A few months earlier, in Caracas, he argued that capitalism's destruction of the environment gives particular urgency to the fight against barbarism today: "I believe it is time that we take up with courage and clarity a political, social, collective and ideological offensive across the world — a real offensive that permits us to move progressively, over the next years ... leaving behind the perverse, destructive, destroyer, capitalist model and go forward in constructing the socialist model to avoid barbarism and beyond that the annihilation of life on this planet."

Chavez insisted: "I don't think we have much time. Fidel Castro said in one of his speeches I read not so long ago, 'tomorrow could be too late, let's do now what we need to do'.

"I don't believe that this is an exaggeration. The environment is suffering damage that could be irreversible ... with terrible social occurrences that will shake life on this planet."

The Venezuelan revolution has been praised for raising the banner of 21st century socialism, but Chavez has also raised a warning flag, that the alternative is 21st century barbarism.

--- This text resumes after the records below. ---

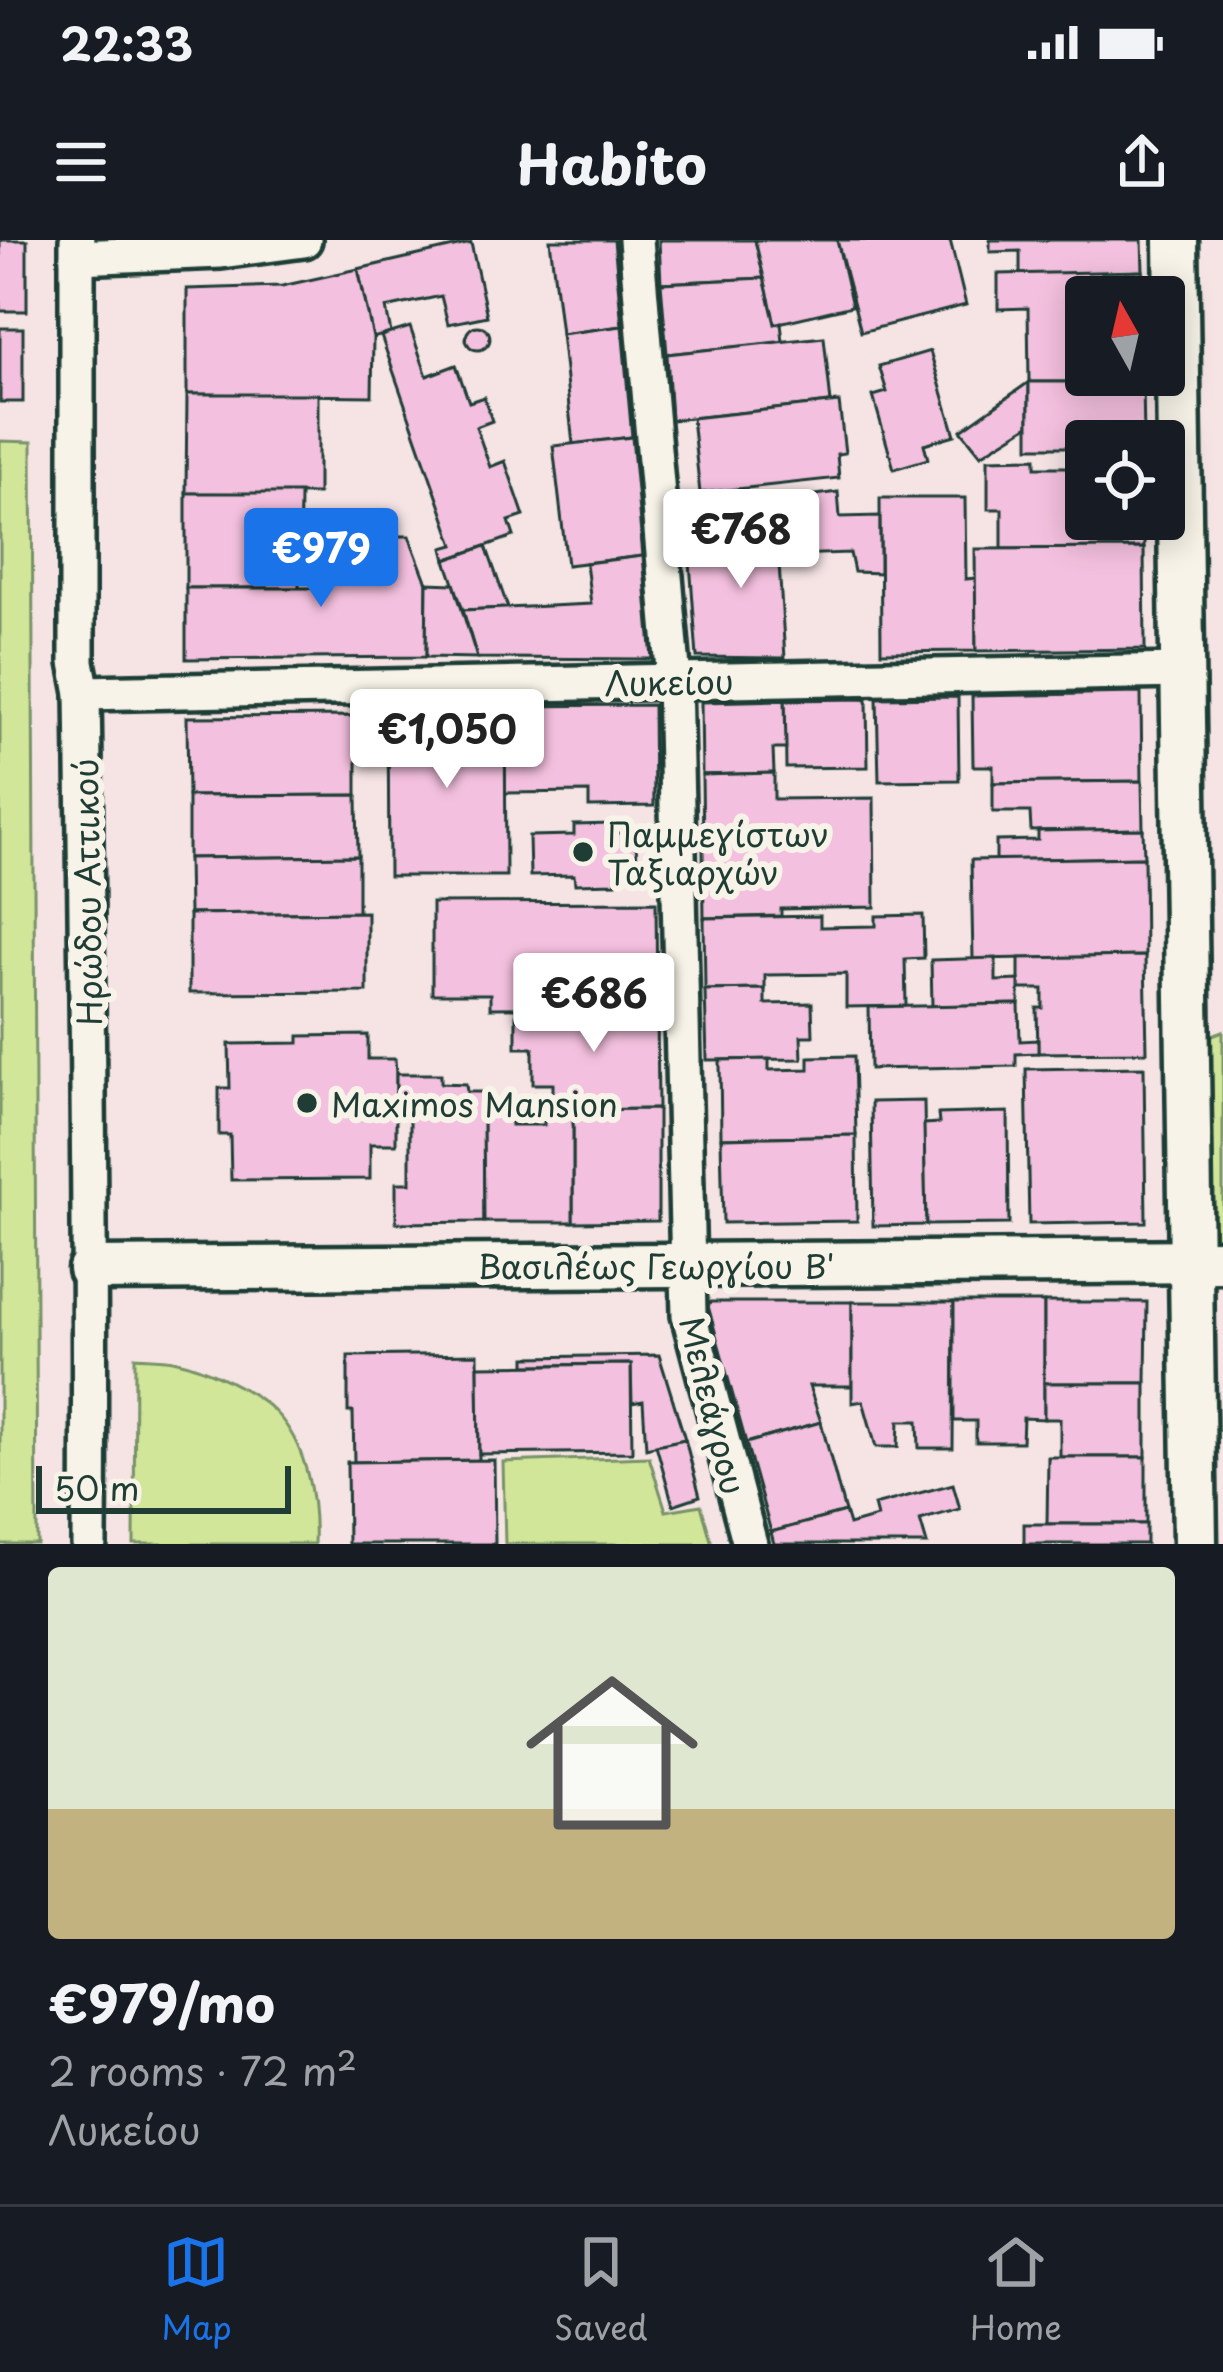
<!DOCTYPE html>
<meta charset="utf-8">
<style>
:root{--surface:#171b24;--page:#20242c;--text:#f1f3f6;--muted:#9ea1a6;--line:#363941;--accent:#1a73e8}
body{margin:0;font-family:"Playpen Sans",sans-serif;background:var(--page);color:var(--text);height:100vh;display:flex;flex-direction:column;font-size:45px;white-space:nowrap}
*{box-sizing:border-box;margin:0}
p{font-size:39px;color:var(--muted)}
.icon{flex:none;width:66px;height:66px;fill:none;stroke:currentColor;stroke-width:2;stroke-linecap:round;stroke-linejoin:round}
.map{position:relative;height:1304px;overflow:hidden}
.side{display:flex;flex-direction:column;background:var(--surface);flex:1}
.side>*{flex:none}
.needle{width:78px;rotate:352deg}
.fabs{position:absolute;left:1065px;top:36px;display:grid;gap:24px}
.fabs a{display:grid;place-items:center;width:120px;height:120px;border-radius:12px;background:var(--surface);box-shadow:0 6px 30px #0003;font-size:60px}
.scale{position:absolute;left:36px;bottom:30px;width:255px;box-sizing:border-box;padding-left:12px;border:6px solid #1f3d34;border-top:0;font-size:33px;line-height:42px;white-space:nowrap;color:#1f3d34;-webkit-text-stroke:9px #f7f3e8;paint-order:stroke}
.price{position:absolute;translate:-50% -102px;padding:0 27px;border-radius:12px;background:#fff;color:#222;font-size:39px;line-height:78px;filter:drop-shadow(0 3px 6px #0008)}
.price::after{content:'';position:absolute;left:50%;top:72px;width:36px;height:27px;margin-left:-18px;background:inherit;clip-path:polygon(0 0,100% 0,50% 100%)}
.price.current{background:var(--accent);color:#fff}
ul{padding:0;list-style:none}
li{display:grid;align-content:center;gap:24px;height:636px;padding:0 48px}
li span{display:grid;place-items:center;height:372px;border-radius:12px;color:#555}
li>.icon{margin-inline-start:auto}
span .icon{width:216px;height:216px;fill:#fffc;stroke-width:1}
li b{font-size:51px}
.status{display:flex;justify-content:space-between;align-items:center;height:84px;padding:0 60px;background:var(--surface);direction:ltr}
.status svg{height:33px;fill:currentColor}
header{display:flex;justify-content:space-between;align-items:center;height:156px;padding:0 48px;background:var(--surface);font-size:54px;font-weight:700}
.menu{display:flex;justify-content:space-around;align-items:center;height:168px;border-top:3px solid var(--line);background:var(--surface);font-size:33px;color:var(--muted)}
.menu a{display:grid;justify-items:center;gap:6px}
.menu .current{color:var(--accent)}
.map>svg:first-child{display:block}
.green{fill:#d2e69a;stroke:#789267;stroke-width:3}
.building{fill:#f4c0df;stroke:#1f3d34;stroke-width:3}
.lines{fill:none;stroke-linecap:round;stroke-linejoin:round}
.minor-casing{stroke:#1f3d34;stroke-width:42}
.tertiary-casing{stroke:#1f3d34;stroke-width:51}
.minor{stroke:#f7f3e8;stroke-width:33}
.tertiary{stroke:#f7f3e8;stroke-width:42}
.poi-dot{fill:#1f3d34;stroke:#f7f3e8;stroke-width:4.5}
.labels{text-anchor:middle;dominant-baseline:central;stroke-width:12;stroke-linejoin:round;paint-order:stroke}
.street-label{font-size:33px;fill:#1f3d34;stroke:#f7f3e8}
.poi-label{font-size:33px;fill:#1f3d34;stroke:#f7f3e8;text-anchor:start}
</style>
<div class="status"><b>22:33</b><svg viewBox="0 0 49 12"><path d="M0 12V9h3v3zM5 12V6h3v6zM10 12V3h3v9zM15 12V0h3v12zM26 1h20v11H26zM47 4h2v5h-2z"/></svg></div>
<header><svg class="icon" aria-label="menu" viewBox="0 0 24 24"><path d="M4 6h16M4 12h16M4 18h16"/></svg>Habito<svg class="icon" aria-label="share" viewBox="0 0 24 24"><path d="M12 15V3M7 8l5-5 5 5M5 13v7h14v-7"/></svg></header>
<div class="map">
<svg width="1223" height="1304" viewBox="0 0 1223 1304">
<rect width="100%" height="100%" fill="#f6e4e5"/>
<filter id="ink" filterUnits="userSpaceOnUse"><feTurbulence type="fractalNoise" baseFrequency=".00833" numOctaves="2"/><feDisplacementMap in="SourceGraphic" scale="24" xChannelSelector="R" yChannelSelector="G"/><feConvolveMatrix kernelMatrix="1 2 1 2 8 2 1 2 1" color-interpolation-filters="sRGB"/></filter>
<g filter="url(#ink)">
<g class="green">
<polygon points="0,201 32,202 37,1304 0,1304"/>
<polygon points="1223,791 1223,1011 1202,1011 1199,800"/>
<path d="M 135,1117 C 147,1118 161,1118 173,1120 C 203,1126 253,1150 274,1171 C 307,1203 316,1261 314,1304 L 134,1304 Z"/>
<polygon points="649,1217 666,1271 701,1265 712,1304 505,1304 503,1222"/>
</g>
<g class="building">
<rect x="0" y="0" width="27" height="71"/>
<polygon points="550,0 614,0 622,86 561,94"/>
<polygon points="659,0 755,0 764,38 661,43"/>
<polygon points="755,0 837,0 852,66 775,84"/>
<polygon points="837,0 950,0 966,65 861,92"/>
<polygon points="990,0 1142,0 1143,31 1020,36 1020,11 990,12"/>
<polygon points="471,3 487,76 448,84 441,56 386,68 391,93 373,98 358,29"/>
<polygon points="358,29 373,98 372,156 187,154 187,49 282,46"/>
<polygon points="1143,31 1143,57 1086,57 1086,135 1143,135 1143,142 1029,142 1028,68 998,69 998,34"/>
<polygon points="764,38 775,84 781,82 783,102 667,114 661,43"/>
<polygon points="622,86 632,197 573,204 561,94"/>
<circle cx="478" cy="98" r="12"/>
<polygon points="410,87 427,136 456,125 469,162 484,157 492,181 476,187 490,227 505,221 524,276 509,281 514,296 446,320 443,308 454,305 381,96"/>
<rect x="0" y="88" width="23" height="74"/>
<polygon points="824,97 831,163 671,180 667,114"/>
<polygon points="930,111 955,195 924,204 928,219 894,229 873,156 887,152 879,126"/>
<polygon points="1029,142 1029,185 981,215 961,190"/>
<polygon points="1029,142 1143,142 1144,201 1086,201 1086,220 1083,220 1083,207 1029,207"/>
<polygon points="187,154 318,154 318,254 186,253"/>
<polygon points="839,162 845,213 837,214 839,238 700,253 692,178"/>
<polygon points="632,197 643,316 567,325 553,206"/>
<polygon points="1036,218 1036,227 1083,227 1083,220 1086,220 1086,279 1144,279 1144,308 1002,309 1002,269 988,269 988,219"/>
<polygon points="838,252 840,277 880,276 880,333 854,332 850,313 792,315 786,259"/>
<polygon points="186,253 300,253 299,348 186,348"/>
<polygon points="880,258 965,258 966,339 976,338 976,411 881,412"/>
<polygon points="775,261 785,418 697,417 690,322 722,319 720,297 739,296 736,263"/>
<polygon points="327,296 409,296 427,343 426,417 186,419 186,348 326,348"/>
<polygon points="486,306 508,368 463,370 446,320"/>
<polygon points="1144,308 1145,409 976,411 975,309"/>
<polygon points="643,316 652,419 477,418 463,370 591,364 586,323"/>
<polygon points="427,343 454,344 477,418 426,417"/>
<polygon points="1141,453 1142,541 993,543 993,526 973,526 972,456"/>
<polygon points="958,457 959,540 879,541 877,458"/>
<polygon points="867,459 868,527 786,528 785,460"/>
<polygon points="785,460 786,509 773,509 774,533 702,535 701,462"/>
<polygon points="653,465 654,566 589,567 589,552 505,553 505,466"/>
<polygon points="505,466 506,636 389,636 388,467"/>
<polygon points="357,476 357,555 188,556 187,477"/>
<polygon points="774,533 774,559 874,558 875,667 781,669 781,676 704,678 702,535"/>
<polygon points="1142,541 1143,589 1031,591 1030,572 993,572 993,543"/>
<polygon points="357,555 358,616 188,618 188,556"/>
<polygon points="613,584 613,593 625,593 625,602 636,602 637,623 627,623 627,634 616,635 616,643 575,644 574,635 530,636 529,596 574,595 574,585"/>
<polygon points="1143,589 1144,617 996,620 996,601 1038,600 1038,591"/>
<polygon points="358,616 358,672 189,674 188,618"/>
<polygon points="1144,617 1145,716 973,719 971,620"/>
<polygon points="656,662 657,767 490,768 490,754 432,754 432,663"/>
<polygon points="367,672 367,752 189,753 189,674"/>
<polygon points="923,675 924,718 905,719 906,766 846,767 846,734 765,735 765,749 705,750 704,678 820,676 820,687 876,686 876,676"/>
<polygon points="1145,716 1147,812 1038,813 1037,768 1043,768 1043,749 1019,749 1019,718"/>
<polygon points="996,718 996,741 1019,740 1019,764 932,766 931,720"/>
<polygon points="765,749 765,764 812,763 813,796 801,796 802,819 707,820 705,750"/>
<polygon points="1019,764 1020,801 1038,800 1038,813 1016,814 1016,826 870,829 869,767"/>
<polygon points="657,767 658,869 553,870 553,844 533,844 533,808 516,808 516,768"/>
<polygon points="368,795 368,819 395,819 396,834 396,904 370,904 370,939 231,940 230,895 219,895 219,848 230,848 229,804 299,803 299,796"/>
<polygon points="854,816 856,895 721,898 720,820 769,819 769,830 809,829 809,817"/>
<polygon points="1144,827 1146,982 1029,984 1026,829"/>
<polygon points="396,834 441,834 441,843 466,844 467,852 483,852 484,982 396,983 396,943 410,943 410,877 396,877"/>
<polygon points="924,861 926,985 873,986 871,862"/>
<polygon points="658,869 658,981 573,982 573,870"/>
<polygon points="483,870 510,870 511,885 544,885 544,870 573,870 573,982 484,982"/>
<polygon points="1008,872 1009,984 926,985 924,884 939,883 938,874"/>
<polygon points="856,895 857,981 723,983 721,898"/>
<polygon points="711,1062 852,1062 852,1146 809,1146 821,1182 746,1203 708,1066"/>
<polygon points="852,1062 954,1062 953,1208 919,1208 918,1181 899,1181 898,1207 876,1207 863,1161 852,1163"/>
<polygon points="954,1062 1044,1062 1044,1179 1023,1178 1022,1202 976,1202 976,1181 954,1181"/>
<polygon points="1044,1062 1147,1062 1146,1143 1044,1143"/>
<polygon points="478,1114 479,1220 354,1222 353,1172 348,1172 348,1116"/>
<polygon points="659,1115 685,1199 646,1208 643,1161 632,1163 631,1124 526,1125 526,1117"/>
<polygon points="631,1124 632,1212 479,1214 478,1126"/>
<polygon points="1044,1143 1146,1143 1146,1217 1060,1217 1060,1179 1044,1179"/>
<polygon points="821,1182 845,1272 771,1292 746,1203"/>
<polygon points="685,1199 700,1256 673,1265 656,1205"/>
<polygon points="1048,1217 1146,1217 1146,1284 1047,1284"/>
<polygon points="494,1220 495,1304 348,1304 347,1222"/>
<polygon points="953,1244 960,1269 920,1280 927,1304 774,1304 771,1292 845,1272 849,1285 877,1277 874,1265"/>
<rect x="1024" y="1284" width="122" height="20"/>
</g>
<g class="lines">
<g class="minor-casing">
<g id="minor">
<path d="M 77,0 L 77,422 L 83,453 C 87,736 91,1020 89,1304"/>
<polyline points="636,0 674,441 689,1075 750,1304"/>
<polyline points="77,17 221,11 304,0"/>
<polyline points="83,453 1182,431"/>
</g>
</g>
<g class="tertiary-casing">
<g id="tertiary">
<polyline points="1176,0 1195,1304"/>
<polyline points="90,1029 1223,1021"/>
</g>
</g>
<use href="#minor" class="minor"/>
<use href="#tertiary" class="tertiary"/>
</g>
</g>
<g class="poi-dot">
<circle cx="583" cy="612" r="12"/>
<circle cx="307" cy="863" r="12"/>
</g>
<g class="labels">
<g class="street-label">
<text transform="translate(669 441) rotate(-1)">Λυκείου</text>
<text transform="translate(86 652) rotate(-91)">Ηρώδου Αττικού</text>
<text x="656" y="1025">Βασιλέως Γεωργίου Β'</text>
<text transform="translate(714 1165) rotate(76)">Μελεάγρου</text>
</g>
<g class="poi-label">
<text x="607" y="593">Παμμεγίστων<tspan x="607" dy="38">Ταξιαρχών</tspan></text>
<text x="331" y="863">Maximos Mansion</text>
</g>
</g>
</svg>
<div class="fabs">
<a><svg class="needle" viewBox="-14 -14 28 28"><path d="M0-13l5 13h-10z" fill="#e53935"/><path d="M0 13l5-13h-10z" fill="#9ea1a6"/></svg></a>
<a><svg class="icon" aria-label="locate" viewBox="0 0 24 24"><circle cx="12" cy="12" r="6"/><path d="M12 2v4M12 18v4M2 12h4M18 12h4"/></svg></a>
</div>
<div class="scale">50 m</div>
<b class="price" style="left:741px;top:351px">€768</b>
<b class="price current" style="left:321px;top:370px">€979</b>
<b class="price" style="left:447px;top:551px">€1,050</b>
<b class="price" style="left:594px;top:815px">€686</b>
</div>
<section class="side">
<ul>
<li><span style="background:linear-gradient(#dfe7d0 65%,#c2b280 0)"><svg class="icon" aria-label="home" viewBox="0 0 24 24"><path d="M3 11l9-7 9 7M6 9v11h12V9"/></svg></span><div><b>€979/mo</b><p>2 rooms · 72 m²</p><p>Λυκείου</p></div></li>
</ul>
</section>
<nav class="menu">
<a class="current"><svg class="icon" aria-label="map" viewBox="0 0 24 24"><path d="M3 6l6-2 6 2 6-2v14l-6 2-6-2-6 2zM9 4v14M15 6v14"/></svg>Map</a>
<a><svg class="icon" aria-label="saved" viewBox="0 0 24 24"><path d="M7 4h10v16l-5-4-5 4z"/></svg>Saved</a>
<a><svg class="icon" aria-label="home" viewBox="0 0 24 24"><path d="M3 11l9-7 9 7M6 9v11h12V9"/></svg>Home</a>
</nav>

The Intergovernmental Panel on Climate Change (IPCC) has been studying climate change for two decades. According to a May 15 article in the British Guardian, the IPCC vice-chair, Professor Mohan Munasinghe, gave a lecture at Cambridge University that described "a dystopic possible future world in which social problems are made much worse by the environmental consequences of rising greenhouse gas emissions".

"Barbarization", Munasinghe said, is already underway. We face "a situation where the rich live in enclaves, protected, and the poor live outside in unsustainable conditions."

Barbarous reality

The idea of 21st century barbarism may seem far-fetched. Even with food and fuel inflation, growing unemployment and housing crises, many working people in the advanced capitalist countries still enjoy a considerable degree of comfort and security.

But outside the protected enclaves of the global north, the reality of "barbarisation" is all too evident. Two-and-a-half billion people survive on less than two dollars a day.

More than 850 million people are chronically undernourished and three times that many frequently go hungry. Every hour of every day, 180 children die of hunger and 1200 die of preventable diseases.

More than 500,000 women die every year from complications of pregnancy and childbirth — 99% of them are in the global South.

More than a billion people live in vast urban slums, without sanitation, sufficient living space, or durable housing. Access to safe water does not exist for 1.3 billion people and millions die of water-related diseases every year.

The United Nations Human Development Report 2007-08 warns that unmitigated climate change will lock the world's poorest countries in a downward spiral, making each of these problems worse.

In UNDP Administrator Kemal Dervi's words: "Ultimately, climate change is a threat to humanity as a whole. But it is the poor, a constituency with no responsibility for the ecological debt we are running up, who face the immediate and most severe human costs."

In the UN report, former South African archbishop Desmond Tutu echoes Munasinghe's prediction of protected enclaves for the rich within a world of ecological destruction: "While the citizens of the rich world are protected from harm, the poor, the vulnerable and the hungry are exposed to the harsh reality of climate change in their everyday lives ... We are drifting into a world of 'adaptation apartheid'."

As capitalism continues with business as usual, climate change is fast expanding the gap between rich and poor between and within nations — imposing unparalleled suffering on those least able to protect themselves. That is the reality of 21st century barbarism.

No society that permits that to happen can be called civilised. No social order that causes it to happen deserves to survive.